@dang (?) this is not a dupe, it contains a lot of various interesting information not only related to Cloudbleed, especially in the second part of the video when they eliminate all the core dumps (going as far as updating micro code because of an hardware issue)
This requirement is technically fulfilled by encrypting transmissions with TLS and storage with disk encryption like LUKS or Veracrypt. It does not really say anything about password hashing.
Note that the actual cost to Knuddels is much higher, because you also have to include the cost of implementing proper security measures. The Data Protection Officer's statement (https://www.baden-wuerttemberg.datenschutz.de/lfdi-baden-wue..., in German) states that the total cost to Knuddels is a six figure sum.
For a larger company, should be considerably higher.
Also, the ruling mentioned a reduced fine for cooperation and quick remediation.
This probably wouldn't play out so well with a bloated structure and process, as you mentioned.
I've looked at many of those Tumblr posts; most of them show that the website sends you a welcome email with your password in plain text, which is bad practice, but doesn't prove that the password is stored in plain text in the database.
No. I've implemented precisely that and it doesn't prove what you think.
What you do is have one single function create the user, pick a random password, set it in the database (which in my case uses a perfectly sensible hash) and send the user email. The cleartext password in the mail comes from the function's local string variable, not from the database.
Whether doing this is a good idea is another question. IMO it usually isn't. But this kind of mail does not prove cleartext access.
How often do you purge your mailserver's logs (or if you use a mail API, how often do they purge their logs)? If it's "Never, I didn't think of that." then all your user's inital passwords are sitting there for the taking.

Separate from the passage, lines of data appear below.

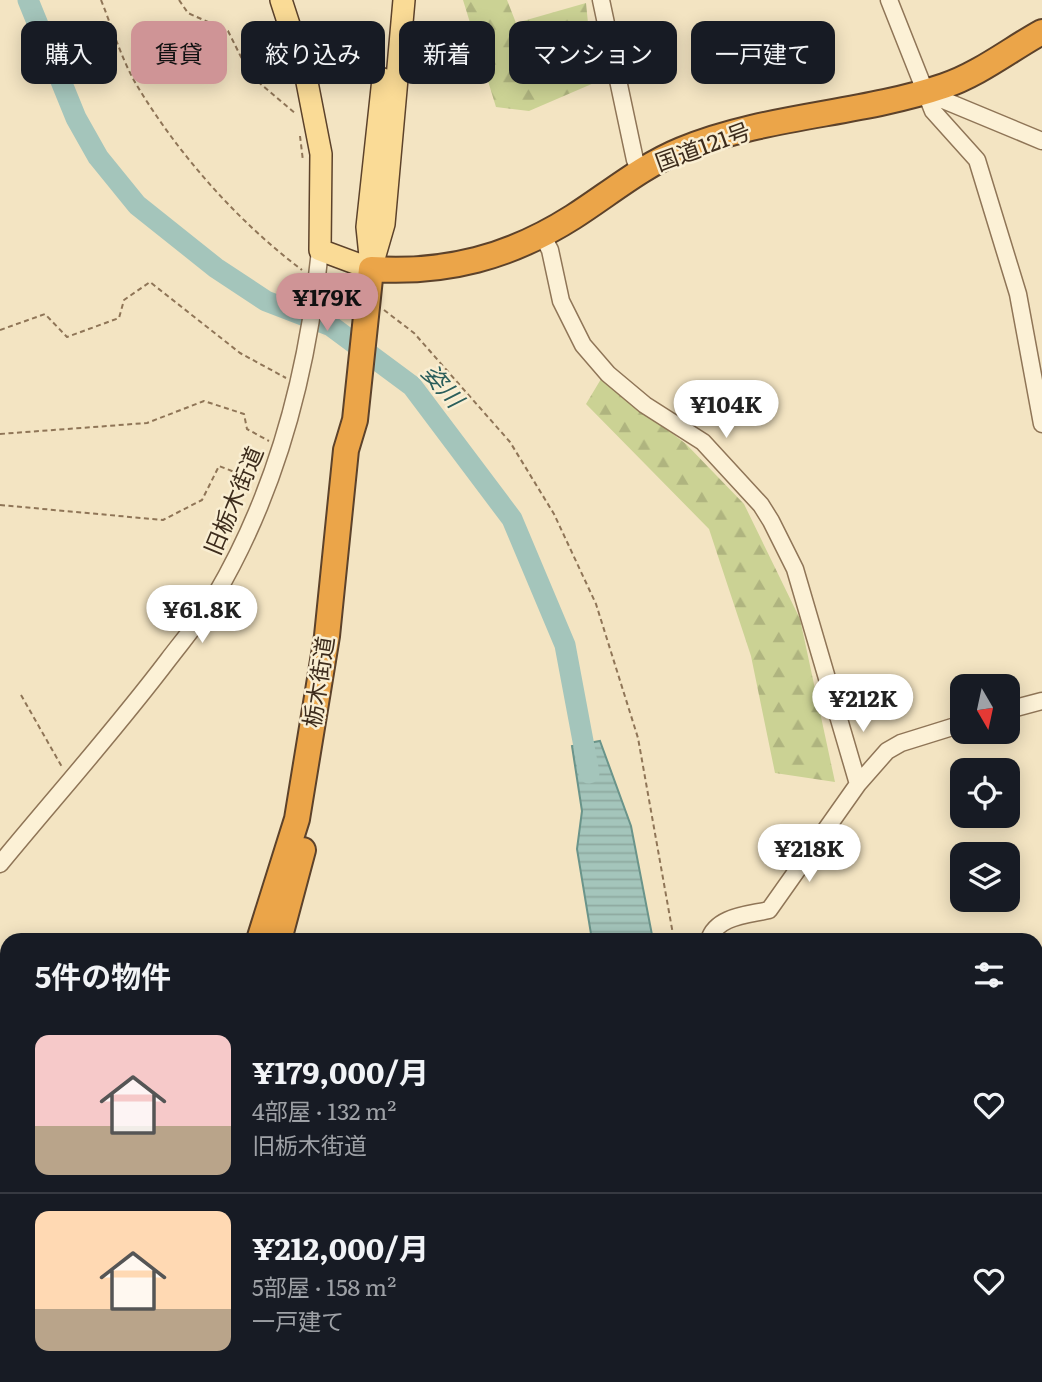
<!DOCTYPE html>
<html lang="ja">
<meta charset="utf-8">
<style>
:root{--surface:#171b24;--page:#242831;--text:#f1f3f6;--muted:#9ea1a6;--line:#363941;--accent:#cf9496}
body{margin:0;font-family:Literata,"Noto Sans JP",serif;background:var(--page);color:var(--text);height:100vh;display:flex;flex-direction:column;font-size:26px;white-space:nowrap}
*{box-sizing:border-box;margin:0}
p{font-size:23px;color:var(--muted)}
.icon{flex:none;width:38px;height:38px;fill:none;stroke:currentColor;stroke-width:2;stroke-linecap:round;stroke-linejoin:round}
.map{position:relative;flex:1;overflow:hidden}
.details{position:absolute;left:0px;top:933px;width:1043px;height:450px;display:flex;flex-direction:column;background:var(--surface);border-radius:21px 21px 0 0;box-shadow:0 4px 18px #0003}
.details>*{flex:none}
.guide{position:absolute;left:21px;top:21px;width:1001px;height:63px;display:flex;gap:14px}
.needle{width:46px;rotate:171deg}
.tools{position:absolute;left:950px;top:674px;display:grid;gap:14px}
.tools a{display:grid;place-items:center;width:70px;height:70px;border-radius:14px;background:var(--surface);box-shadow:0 4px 18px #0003;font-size:35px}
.price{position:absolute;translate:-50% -60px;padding:0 16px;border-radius:24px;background:#fff;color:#222;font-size:23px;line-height:46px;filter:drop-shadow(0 2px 4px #0008)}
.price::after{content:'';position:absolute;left:50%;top:42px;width:21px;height:16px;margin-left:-10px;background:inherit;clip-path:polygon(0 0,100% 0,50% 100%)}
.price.current{background:var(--accent);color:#111}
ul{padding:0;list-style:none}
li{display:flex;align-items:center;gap:21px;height:175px;padding:0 35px}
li+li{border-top:2px solid var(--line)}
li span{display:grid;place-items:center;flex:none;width:196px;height:140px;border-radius:14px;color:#555}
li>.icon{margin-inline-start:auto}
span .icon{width:84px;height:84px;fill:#fffc;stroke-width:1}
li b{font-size:30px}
h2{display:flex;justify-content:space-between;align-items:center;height:84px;padding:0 35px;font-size:30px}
.pill{padding:0 24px;border-radius:14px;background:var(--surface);box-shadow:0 4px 18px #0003;font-size:24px;line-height:63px}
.pill.current{background:var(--accent);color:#111}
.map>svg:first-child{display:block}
.green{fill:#cbd294}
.forest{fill:url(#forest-firs)}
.water{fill:url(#water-rules);stroke:#6a948a;stroke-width:2}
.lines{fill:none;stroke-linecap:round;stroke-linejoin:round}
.river{stroke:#a4c5bb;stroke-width:21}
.minor-casing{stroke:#8f7557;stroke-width:19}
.major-casing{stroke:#5c422b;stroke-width:24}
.highway-casing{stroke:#5c422b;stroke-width:28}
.path{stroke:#8f7557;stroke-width:2;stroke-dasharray:5 3.5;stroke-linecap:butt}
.minor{stroke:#fcf1d6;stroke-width:16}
.major{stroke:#fadb96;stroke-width:21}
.highway{stroke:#eba549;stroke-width:24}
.labels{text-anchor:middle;stroke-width:5;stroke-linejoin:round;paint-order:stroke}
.street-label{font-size:23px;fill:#3d2c1c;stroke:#f9eed2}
.water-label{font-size:24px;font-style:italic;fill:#2a5e5b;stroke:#f9eed2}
</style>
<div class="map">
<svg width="1042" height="1382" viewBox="0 0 1042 1382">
<defs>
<pattern id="forest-firs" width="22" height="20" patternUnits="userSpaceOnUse" patternTransform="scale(1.75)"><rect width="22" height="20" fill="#cbd294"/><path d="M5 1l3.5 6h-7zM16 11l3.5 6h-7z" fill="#afb47f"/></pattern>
<pattern id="water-rules" width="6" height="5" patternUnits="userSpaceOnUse" patternTransform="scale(1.75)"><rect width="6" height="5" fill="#a4c5bb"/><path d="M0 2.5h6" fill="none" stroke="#8ea9a0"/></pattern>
</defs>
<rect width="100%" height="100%" fill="#f3e4c2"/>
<path class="green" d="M1042 1030V1382H770V1376H1036V1034Z"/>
<path class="forest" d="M463 0H507L516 23 586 3 594 83 529 111 496 107Z
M601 379 686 444 744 504 800 619 835 782 775 773 751 656 709 529 586 404Z"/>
<path class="water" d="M600 741 631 826 653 940H592L577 849 582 811 572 746Z"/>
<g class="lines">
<path class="river" d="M28 0 76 118 98 157 137 205 216 268 266 301 331 326 412 386 512 519 565 645 589 773"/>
<defs>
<path id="minor" d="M601 0 635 160 644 169
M889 0 933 111 977 160 1018 294 1042 424
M924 92 1042 141
M542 235 550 250 561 301 583 345 608 374 645 405 703 442 761 505 771 521 795 569 858 784
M1008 710 1042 701
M0 864C56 796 115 730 168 660 184 639 202 618 215 596 278 489 308 372 320 250
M709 940C716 916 748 915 769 910L858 784 887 751 901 743 962 724
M0 1278 7 1282
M750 1376 751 1382"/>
<path id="major" d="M281 0 306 77 321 154 320 250 371 269
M370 256 367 227 383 79
M371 269 384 224 404 0"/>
<path id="highway" d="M259 940 297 819 327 636 346 450 355 420 371 269C446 274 510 257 573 217 609 194 642 166 681 150 765 115 859 115 944 86 978 75 1011 49 1042 32
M279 940 303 850
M133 1382 135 1376"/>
</defs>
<use href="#minor" class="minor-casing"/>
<use href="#major" class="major-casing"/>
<use href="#highway" class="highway-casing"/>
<path class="path" d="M101 0C112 27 121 58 136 84 178 154 237 221 302 270
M179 0 188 13 228 31 250 75 296 114
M300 136 303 161
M384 310 414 333 510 442 554 514 596 604 638 738 674 940
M0 330 45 314 67 337 119 318 124 300 150 282 240 353 286 378
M0 434 147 423 204 401 244 414 247 429 269 441
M0 505 163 520 202 500 219 466 255 480
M21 695 62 767
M729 1376 730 1382"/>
<use href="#minor" class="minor"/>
<use href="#major" class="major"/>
<use href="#highway" class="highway"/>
</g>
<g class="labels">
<g class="street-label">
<text transform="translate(703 147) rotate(-20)" y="8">国道121号</text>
<text transform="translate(234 501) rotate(-67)" y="8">旧栃木街道</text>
<text transform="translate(319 682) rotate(-81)" y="8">栃木街道</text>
</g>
<g class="water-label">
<text transform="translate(442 386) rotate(49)" y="8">姿川</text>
</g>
</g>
</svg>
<div class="tools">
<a><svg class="needle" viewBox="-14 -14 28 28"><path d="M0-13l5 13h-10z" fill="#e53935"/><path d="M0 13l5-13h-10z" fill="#9ea1a6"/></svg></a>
<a><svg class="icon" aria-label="locate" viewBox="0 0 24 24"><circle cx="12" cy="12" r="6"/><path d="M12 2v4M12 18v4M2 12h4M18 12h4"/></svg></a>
<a><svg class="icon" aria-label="layers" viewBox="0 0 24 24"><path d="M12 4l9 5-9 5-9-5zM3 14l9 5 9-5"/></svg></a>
</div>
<b class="price current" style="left:327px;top:333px">¥179K</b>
<b class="price" style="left:726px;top:440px">¥104K</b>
<b class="price" style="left:202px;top:645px">¥61.8K</b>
<b class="price" style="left:863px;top:734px">¥212K</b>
<b class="price" style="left:809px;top:884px">¥218K</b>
<div class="guide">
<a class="pill">購入</a>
<a class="pill current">賃貸</a>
<a class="pill">絞り込み</a>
<a class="pill">新着</a>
<a class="pill">マンション</a>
<a class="pill">一戸建て</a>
</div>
<section class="details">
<h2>5件の物件<svg class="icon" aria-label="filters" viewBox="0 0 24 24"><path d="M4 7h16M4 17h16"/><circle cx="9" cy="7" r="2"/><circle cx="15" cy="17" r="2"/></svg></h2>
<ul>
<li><span style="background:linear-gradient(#f6c9c9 65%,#b9a48a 0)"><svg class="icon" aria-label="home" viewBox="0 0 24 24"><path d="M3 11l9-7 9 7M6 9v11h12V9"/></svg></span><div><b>¥179,000/月</b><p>4部屋 · 132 m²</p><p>旧栃木街道</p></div><svg class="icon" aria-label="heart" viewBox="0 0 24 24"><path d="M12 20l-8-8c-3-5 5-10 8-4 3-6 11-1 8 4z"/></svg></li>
<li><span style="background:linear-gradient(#ffd9b3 70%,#b9a48a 0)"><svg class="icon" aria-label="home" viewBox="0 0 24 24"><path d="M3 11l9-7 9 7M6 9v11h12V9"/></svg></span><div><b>¥212,000/月</b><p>5部屋 · 158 m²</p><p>一戸建て</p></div><svg class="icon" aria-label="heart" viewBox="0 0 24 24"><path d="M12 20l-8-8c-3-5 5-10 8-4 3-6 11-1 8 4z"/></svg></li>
</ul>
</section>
</div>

Of course, you may have a system that forces a password reset on login. That won't help the users who have never logged in. Those accounts are freely available to a hacker.
Plaintext passwords anywhere are a really bad idea.

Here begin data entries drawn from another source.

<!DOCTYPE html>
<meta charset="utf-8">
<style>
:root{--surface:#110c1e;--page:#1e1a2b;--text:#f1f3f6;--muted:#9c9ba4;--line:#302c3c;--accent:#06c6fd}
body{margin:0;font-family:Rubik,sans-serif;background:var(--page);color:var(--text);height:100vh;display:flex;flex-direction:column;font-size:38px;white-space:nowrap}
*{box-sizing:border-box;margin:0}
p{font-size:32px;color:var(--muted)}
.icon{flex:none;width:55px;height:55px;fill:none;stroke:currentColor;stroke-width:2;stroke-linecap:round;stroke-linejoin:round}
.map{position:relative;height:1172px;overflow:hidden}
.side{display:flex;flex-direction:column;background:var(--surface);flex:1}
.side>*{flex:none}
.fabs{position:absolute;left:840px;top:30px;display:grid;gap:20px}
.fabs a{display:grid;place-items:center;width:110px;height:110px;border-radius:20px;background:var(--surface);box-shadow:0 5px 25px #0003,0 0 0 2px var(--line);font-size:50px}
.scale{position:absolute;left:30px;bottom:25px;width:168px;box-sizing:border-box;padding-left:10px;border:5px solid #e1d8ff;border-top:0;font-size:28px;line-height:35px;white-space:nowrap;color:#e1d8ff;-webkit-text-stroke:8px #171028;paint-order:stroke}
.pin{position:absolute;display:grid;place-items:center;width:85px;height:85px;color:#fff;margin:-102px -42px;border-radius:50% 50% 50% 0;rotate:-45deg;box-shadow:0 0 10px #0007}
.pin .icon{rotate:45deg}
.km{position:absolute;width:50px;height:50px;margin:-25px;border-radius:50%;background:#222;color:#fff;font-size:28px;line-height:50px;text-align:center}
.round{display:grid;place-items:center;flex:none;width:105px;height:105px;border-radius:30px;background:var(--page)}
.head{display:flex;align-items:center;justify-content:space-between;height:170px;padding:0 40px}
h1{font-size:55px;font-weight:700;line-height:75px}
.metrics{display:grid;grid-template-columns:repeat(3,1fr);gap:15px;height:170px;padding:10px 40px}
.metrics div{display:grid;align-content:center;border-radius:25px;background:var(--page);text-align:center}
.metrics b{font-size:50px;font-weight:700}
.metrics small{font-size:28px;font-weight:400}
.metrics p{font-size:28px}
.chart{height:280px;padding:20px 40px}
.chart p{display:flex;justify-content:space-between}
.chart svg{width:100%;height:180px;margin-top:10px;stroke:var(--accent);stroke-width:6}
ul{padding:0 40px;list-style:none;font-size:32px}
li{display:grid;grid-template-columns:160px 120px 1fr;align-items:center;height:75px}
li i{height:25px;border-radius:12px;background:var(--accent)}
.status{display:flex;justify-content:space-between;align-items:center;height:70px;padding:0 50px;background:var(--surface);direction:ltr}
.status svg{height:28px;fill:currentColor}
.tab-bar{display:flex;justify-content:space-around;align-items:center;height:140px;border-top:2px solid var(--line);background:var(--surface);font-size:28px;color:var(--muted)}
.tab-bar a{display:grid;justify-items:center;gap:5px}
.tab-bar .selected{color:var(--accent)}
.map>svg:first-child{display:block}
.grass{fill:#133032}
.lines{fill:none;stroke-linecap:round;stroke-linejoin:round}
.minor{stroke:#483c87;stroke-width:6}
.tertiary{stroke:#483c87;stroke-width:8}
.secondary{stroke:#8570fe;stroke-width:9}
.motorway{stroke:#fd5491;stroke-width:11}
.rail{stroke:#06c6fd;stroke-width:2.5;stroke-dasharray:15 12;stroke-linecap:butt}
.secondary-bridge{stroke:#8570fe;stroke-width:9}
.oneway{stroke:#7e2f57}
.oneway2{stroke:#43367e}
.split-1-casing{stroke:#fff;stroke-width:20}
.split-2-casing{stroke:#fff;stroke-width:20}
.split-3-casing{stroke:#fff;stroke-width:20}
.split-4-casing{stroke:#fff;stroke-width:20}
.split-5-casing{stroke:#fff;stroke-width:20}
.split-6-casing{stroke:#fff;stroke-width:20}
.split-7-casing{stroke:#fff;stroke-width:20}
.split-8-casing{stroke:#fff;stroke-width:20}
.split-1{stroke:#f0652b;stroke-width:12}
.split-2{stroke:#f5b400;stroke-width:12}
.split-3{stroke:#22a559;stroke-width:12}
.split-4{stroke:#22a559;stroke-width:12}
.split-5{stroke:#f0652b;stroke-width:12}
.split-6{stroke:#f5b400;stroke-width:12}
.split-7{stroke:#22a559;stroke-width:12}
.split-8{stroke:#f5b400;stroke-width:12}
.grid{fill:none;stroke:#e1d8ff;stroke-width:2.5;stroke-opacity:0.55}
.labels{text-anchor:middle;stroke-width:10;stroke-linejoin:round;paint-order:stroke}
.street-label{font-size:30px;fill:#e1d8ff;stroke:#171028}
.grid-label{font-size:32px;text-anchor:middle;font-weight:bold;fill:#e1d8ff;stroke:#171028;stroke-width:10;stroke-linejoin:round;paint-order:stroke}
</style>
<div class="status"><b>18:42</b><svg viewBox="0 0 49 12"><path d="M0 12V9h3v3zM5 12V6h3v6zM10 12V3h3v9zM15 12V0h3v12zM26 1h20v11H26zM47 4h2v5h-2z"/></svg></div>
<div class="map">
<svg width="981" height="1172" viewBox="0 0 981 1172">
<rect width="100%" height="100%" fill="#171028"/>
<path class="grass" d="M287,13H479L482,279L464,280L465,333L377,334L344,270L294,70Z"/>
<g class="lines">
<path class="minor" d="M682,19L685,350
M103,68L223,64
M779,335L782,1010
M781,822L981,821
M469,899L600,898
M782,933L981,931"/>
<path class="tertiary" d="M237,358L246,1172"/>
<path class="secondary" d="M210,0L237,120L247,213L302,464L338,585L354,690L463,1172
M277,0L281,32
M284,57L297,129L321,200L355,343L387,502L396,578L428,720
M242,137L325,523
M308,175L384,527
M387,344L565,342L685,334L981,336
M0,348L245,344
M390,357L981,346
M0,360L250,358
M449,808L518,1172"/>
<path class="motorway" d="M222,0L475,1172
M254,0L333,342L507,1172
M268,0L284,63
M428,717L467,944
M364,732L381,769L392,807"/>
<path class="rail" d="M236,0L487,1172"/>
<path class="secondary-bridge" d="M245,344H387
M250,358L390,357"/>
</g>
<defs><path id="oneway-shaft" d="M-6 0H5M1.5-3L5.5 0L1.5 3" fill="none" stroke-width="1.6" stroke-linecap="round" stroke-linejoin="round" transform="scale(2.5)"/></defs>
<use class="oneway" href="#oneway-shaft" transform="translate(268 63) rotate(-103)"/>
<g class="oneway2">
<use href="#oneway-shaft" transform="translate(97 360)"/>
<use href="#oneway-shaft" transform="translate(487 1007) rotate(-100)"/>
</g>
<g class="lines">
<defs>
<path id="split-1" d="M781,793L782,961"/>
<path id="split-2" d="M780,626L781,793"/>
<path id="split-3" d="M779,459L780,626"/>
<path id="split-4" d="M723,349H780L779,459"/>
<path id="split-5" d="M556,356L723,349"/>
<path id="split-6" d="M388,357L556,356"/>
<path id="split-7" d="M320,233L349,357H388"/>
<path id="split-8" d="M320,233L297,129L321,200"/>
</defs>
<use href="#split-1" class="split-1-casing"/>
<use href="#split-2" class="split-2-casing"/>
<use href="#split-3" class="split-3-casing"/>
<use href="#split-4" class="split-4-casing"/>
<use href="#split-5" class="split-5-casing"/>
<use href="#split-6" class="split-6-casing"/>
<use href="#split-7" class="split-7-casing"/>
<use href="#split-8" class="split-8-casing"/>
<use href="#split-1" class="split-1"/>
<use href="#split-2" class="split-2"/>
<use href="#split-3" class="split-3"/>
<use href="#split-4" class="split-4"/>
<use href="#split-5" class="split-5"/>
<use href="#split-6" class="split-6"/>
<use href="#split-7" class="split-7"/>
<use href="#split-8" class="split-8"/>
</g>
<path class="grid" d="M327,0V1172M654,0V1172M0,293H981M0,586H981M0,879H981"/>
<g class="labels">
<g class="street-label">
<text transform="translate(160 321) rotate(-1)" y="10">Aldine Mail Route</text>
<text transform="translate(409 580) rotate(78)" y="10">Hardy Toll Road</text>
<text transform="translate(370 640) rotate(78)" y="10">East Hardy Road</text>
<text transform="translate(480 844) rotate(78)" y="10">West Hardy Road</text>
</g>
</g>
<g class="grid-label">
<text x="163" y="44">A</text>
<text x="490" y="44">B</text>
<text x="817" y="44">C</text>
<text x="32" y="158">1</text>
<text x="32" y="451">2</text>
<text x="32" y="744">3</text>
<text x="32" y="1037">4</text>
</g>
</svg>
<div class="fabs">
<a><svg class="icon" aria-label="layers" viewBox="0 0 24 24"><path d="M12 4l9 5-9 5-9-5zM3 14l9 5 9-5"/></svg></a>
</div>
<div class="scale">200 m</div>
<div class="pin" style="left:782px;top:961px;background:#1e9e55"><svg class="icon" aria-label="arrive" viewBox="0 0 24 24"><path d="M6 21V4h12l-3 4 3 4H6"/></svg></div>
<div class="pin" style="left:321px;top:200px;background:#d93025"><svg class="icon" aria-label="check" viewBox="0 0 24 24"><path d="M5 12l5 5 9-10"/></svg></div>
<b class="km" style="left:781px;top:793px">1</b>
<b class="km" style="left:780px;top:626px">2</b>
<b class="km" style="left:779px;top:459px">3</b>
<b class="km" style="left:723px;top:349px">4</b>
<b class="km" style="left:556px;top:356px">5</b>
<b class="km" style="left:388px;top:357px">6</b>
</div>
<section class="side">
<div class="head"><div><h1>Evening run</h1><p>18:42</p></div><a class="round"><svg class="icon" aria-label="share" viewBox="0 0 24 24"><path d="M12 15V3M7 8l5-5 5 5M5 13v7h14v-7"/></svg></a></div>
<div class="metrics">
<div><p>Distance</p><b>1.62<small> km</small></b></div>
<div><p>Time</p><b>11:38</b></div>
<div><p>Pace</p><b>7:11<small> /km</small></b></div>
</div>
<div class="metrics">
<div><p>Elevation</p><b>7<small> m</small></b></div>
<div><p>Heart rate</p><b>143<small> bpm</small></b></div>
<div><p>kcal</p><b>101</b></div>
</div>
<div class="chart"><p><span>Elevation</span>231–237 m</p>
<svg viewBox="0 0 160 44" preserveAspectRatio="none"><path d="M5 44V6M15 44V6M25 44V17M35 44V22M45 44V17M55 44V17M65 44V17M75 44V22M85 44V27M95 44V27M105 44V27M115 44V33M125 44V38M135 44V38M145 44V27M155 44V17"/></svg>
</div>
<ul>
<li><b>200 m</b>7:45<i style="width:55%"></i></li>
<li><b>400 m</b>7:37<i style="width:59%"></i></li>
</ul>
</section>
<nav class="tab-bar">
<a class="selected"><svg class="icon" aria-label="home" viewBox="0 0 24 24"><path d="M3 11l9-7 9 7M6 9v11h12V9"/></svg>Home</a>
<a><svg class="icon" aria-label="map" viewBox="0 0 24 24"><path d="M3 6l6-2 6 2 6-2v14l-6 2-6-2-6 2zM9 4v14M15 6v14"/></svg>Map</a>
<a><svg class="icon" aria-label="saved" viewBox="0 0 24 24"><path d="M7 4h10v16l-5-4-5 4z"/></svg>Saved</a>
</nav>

You make it sound as if most mail servers log message contents. None of the servers I've used in the past 25 years did that (sendmail 5 on ultrix, later smail 3, then zmailer, then postfix).
The recipients' servers store the message with the password, of course, but they also store the other messages the same user has received from the same server, which in my case contain the same information as what could be accessed with the password. So the password offers very little additional value to an attacker, compared to just reading the mail.
What if the email with the plain text password is sent after a user pressed on the "I forgot my password button"? Because so far I only have encountered this type of email where the password is sent in plain text.
It's a matter of storing it in plaintext or not, which any sane developer knows not to. The codebase will always have access to your plaintext password at one point or another, whether it's on signup before they hash and store it, or when you login before comparing hashes.
If someone has access to your codebase you've got bigger problems than plaintext passwords anyway.
The codebase will always have access to your plaintext password at one point or another.
Not necessarily. The simple solution is client-side hashing.
You could combine that with challenge-response to only reveal the password hash to the server once.
>> If someone has access to your codebase you've got bigger problems than plaintext passwords anyway.
You're joking, right? The context of the discussion is when your database is already leaked. Then the chance is that your e-mail database is leaked, too. You may leak code, too. It doesn't necessarily mean someone can execute arbitrary code on your server though, yet.
Presuming you mean Access to change the codebase, this would also be access to add a key logger. If someone has write access to your production codebase you’ve lost all data.